▶ **Aim of the task**: Using the entries below, copy out all lines where "Carver" is found.

(Recorded data)

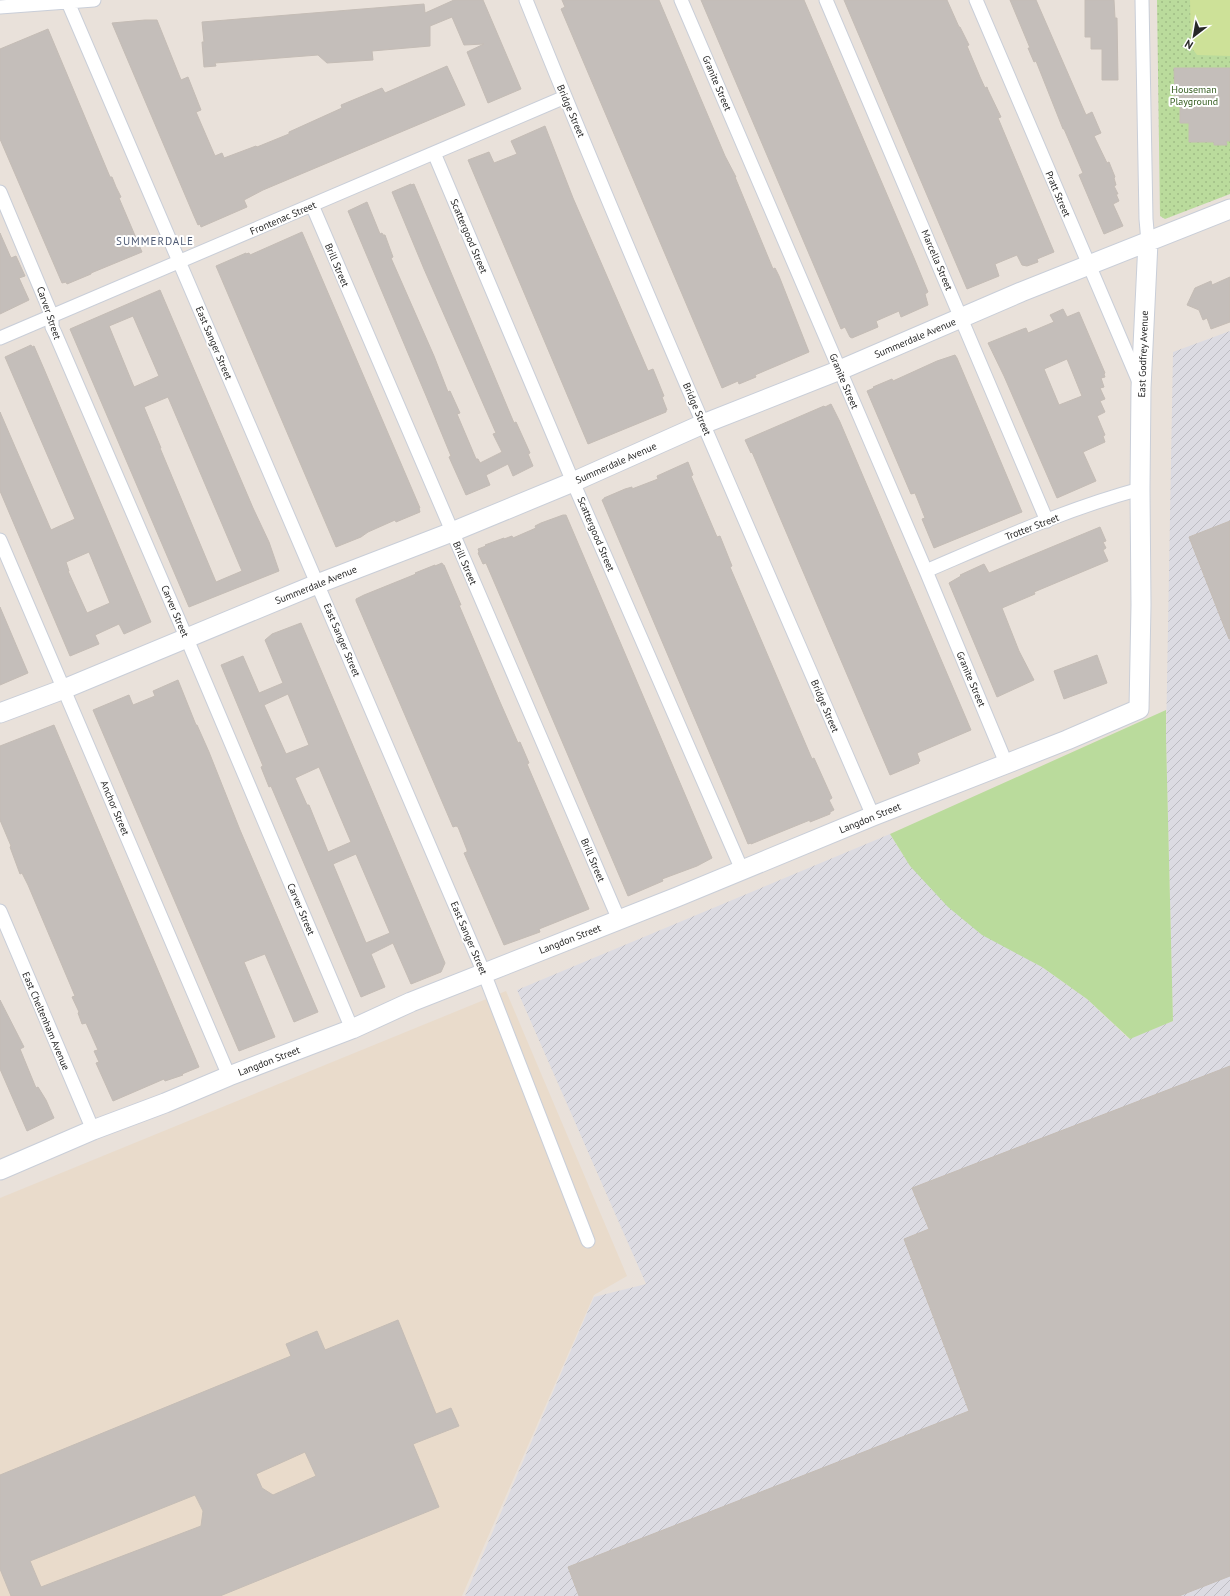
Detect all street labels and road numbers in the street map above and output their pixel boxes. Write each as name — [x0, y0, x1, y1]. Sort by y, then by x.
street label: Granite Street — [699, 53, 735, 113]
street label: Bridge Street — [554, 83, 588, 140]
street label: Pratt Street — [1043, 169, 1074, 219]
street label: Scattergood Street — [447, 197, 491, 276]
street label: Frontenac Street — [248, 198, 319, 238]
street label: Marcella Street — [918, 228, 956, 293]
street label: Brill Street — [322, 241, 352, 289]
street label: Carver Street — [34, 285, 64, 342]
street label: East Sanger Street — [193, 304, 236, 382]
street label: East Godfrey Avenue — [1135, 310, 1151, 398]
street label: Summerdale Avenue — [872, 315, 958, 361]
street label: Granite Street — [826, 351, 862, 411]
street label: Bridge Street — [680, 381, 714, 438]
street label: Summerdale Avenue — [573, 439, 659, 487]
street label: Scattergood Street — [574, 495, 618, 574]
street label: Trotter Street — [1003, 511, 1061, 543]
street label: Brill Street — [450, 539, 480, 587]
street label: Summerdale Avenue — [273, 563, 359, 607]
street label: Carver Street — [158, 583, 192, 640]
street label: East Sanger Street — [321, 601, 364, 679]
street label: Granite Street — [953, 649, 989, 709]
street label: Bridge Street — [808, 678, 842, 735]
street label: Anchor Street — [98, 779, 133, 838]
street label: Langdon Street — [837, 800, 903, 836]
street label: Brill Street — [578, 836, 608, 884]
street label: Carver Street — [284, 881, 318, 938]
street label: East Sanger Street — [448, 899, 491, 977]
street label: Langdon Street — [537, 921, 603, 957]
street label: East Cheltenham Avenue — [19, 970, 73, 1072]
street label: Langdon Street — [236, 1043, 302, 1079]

▶ **Written answer**:
street label: Carver Street — [34, 285, 64, 342]
street label: Carver Street — [158, 583, 192, 640]
street label: Carver Street — [284, 881, 318, 938]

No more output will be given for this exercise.